形が残らない死体もあった。思い出すだけで吐き気を催す最期を迎えた奴もいた。その原因たる魔物を支配する魔王が人間の形をしている、世界の一部として生活している事実を脳が拒否していた。思考が揺らぎ腹の奥底から黒い泥のような感情が沸き立つ。気持ち悪い。
「……ありがとうございます」
小さく頭を下げればロートはただ首を横に振った。雄弁な口から何も言葉が飛び出さないでいてくれるのがありがたかった。
“アイネの実”が目の前にある。掴んで僕は英雄となりたい。
でも、エレノアという人間の正体が魔王であってほしくない。
相対する感情がくらくらと脳を揺さぶっていた。魔王を倒せば英雄になれる。でも魔王なんてそもそもいない方がいいに決まっている。
では、人間のエレノアを──して英雄になれば。
心臓が痛い程に脈打った。首筋に薄らとかいた汗が背中へと落ち服へと染み込む。
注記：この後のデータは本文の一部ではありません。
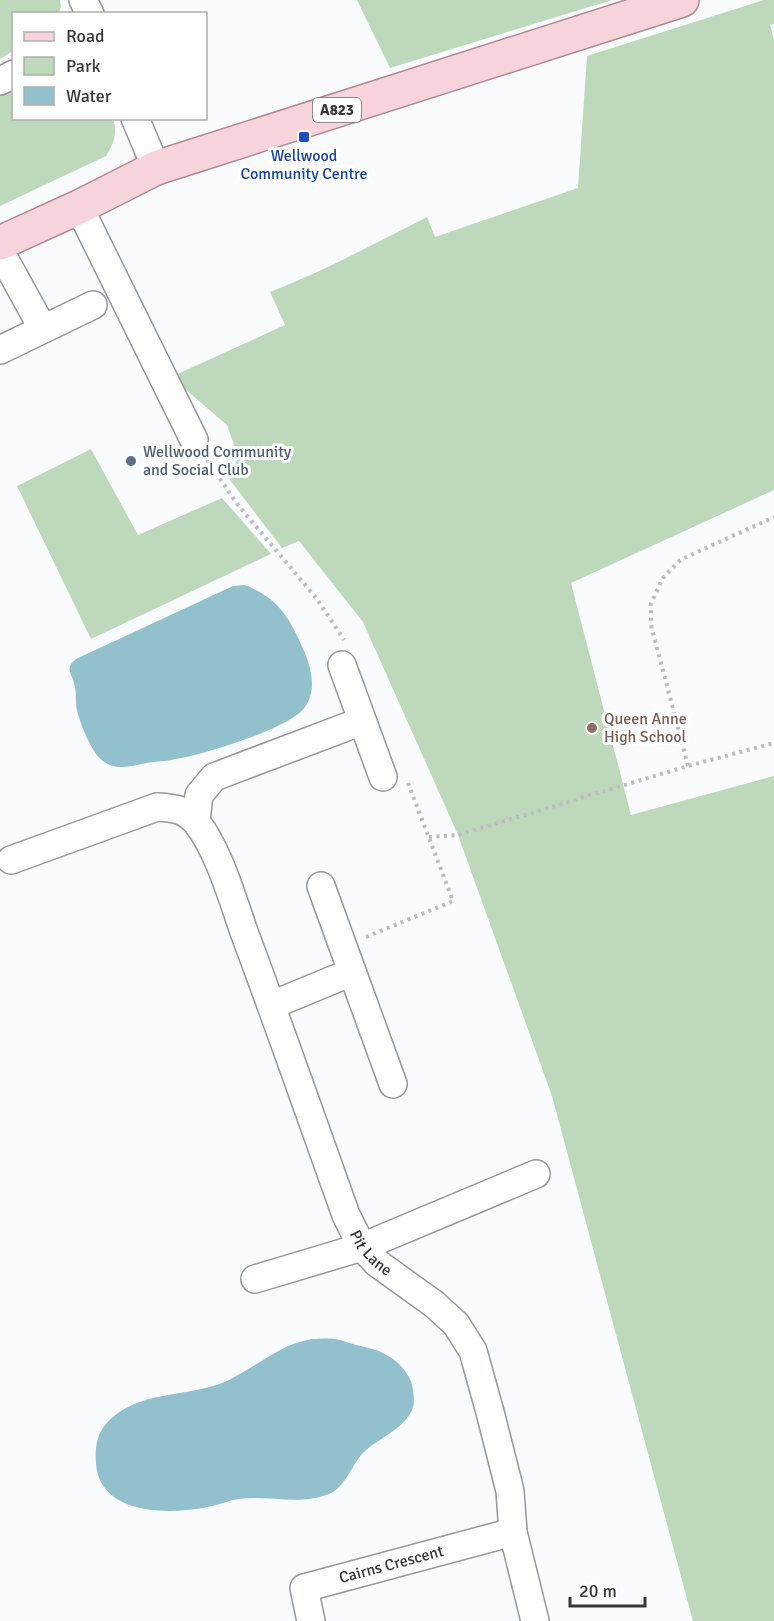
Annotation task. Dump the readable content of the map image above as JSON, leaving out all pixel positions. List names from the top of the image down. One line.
{"streets":{"main road":["A823"],"street":["Pit Lane","Cairns Crescent"]},"crossings":[["Pit Lane","Cairns Crescent"]],"places":{"transit":["Wellwood Community Centre"],"other":["Wellwood Community and Social Club","Queen Anne High School"]},"legend":["Road","Park","Water"],"scale_bar":"20 m"}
今、僕は何を?
「どうしたんだい? 大丈夫か」
ロートが遂に怪訝そうに声をかける。僕は大丈夫です、と呟きながら顔をぐるぐる巻きの手で覆った。
「……怪我が痛むのか」
「違います」
「本当に?」
ハッ、ハッと呼吸音だけが耳鳴りのように響く。浅い呼吸から戻らず足指の先が痺れる。
「大丈……夫です」
落ち着け。僕は心の中で数を数えながらできるだけ深く息を吐こうと努力する。
大丈夫。まだ時間はある。
確かめればいいじゃないか。エレノアの正体を。
結論の先送りだった。けれど、必要な決断だった。
ストローで薬湯を一気に吸い上げる。ほんの少し鉄の味が混ざり、痛みが襲ってきた。
「大丈夫です。エレノアの正体、たしかに見極めさせてもらいます」
“アイネの実”の一番正しい使い方。エレノアの正体がどちらでいてほしいのか。僕にとっての“最善”が何であるか、過ぎってしまった考えを思い出さぬよう僕はしっかりとロートに向かって返事をしたのだった。